An outline of key instrumentation is shown on Process Flow Diagrams (PFD) which indicate the principal equipment and the flow of fluids in the plant. Piping and Instrumentation Diagrams (P&ID) provide details of all the equipment (vessels, pumps, etc), piping and instrumentation on the plant in a symbolic and diagrammatic form.
The elements of instrumentation
Instrumentation includes sensing devices to measure process parameters such as pressure, temperature, liquid level, flow, velocity, composition, density, weight; and mechanical and electrical parameters such as vibration, position, power, current and voltage.[1]
The measured value of a parameter can be displayed and recorded either locally and/or in a control room. If the measured variable exceeds pre-defined limits an alarm may be provided to warn the operating personnel of a potential problem. Automatic executive action can also be taken by the instrumentation to close or open shutdown valves and dampers, or to trip (stop) pumps and compressors.[2]
Correct operation of the petrochemical process plant is achieved through the action of control loops.[1] These automatically maintain and control the pressure, temperature, liquid level and flowrate of fluid in vessels and piping. Such control loops generally work by comparing the measured value of a parameter on the plant, eg. pressure, with a pre-determined set point. Any difference between the measured variable and the set point generates a signal which is used to modulate the position of a control valve (the final element) to maintain the measured variable at the set point.

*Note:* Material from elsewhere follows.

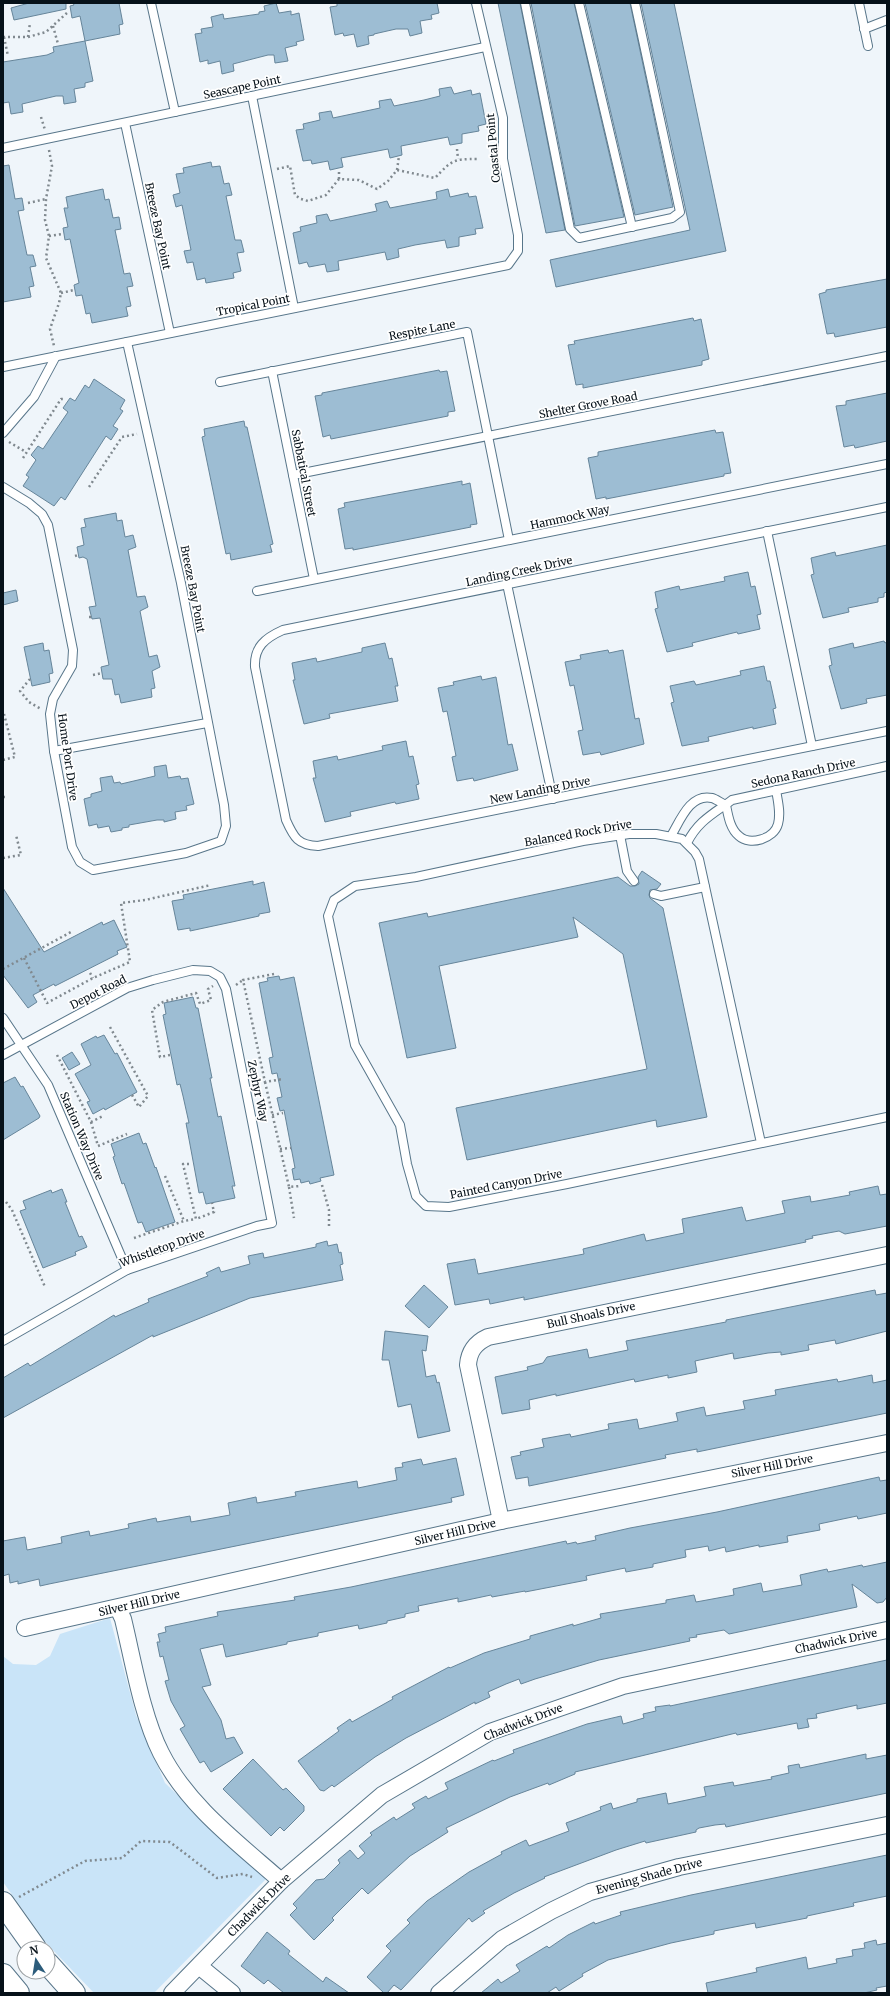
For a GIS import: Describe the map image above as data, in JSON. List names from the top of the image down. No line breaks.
{"streets":{"street":["Bull Shoals Drive","Silver Hill Drive","Chadwick Drive","Evening Shade Drive"],"lane":["Seascape Point","Coastal Point","Breeze Bay Point","Tropical Point","Respite Lane","Shelter Grove Road","Sabbatical Street","Hammock Way","Landing Creek Drive","Home Port Drive","Sedona Ranch Drive","New Landing Drive","Balanced Rock Drive","Depot Road","Zephyr Way","Station Way Drive","Painted Canyon Drive","Whistletop Drive"]},"crossings":[["Seascape Point","Coastal Point"],["Seascape Point","Breeze Bay Point"],["Coastal Point","Tropical Point"],["Breeze Bay Point","Tropical Point"],["Breeze Bay Point","Home Port Drive"],["Respite Lane","Shelter Grove Road"],["Respite Lane","Sabbatical Street"],["Respite Lane","Hammock Way"],["Shelter Grove Road","Sabbatical Street"],["Sabbatical Street","Hammock Way"],["Landing Creek Drive","New Landing Drive"],["Sedona Ranch Drive","Balanced Rock Drive"],["Balanced Rock Drive","Painted Canyon Drive"],["Depot Road","Zephyr Way"],["Depot Road","Station Way Drive"],["Zephyr Way","Whistletop Drive"],["Station Way Drive","Whistletop Drive"],["Bull Shoals Drive","Silver Hill Drive"]],"north":"top"}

Valves can be actuated by an electric motor, hydraulic fluid or air. For air-operated control valves, electrical signals from the control system are converted to an air pressure for the valve actuator in a current/pneumatic I/P converter. Upon loss of pneumatic or hydraulic pressure valves can be configured to fail to an open (FO) or fail to a closed (FC) position.
Some instrumentation is self actuating. For example, pressure regulators maintain a constant pre-set pressure, and rupture discs and pressure safety valves open at pre-set pressures.[3]

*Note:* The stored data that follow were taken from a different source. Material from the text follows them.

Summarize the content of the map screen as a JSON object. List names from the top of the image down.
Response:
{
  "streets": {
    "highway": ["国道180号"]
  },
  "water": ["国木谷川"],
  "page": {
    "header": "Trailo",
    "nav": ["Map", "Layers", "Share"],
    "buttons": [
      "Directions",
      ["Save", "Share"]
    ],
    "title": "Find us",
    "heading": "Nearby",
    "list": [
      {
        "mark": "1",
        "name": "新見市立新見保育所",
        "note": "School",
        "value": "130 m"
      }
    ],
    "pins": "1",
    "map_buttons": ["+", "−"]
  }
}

Instrumentation includes facilities for operating personnel to intervene in the plant either locally or from a control room. Personnel can open or close valves, change set points, start and stop pumps or compressors, over-ride shutdown functions (in specific controlled circumstances such as during start-up).[1]
Temperature instrumentation
Measurement of temperature of fluids in the petrochemical industry is undertaken by temperature elements (TE). These can be Thermocouples or Platinum Resistance Temperature Detectors (RTD's). The latter are used for their good temperature response. Local temperature indicators (TI) are located on the inlet and outlet streams of heat exchangers to monitor the performance of the heat exchanger.[4]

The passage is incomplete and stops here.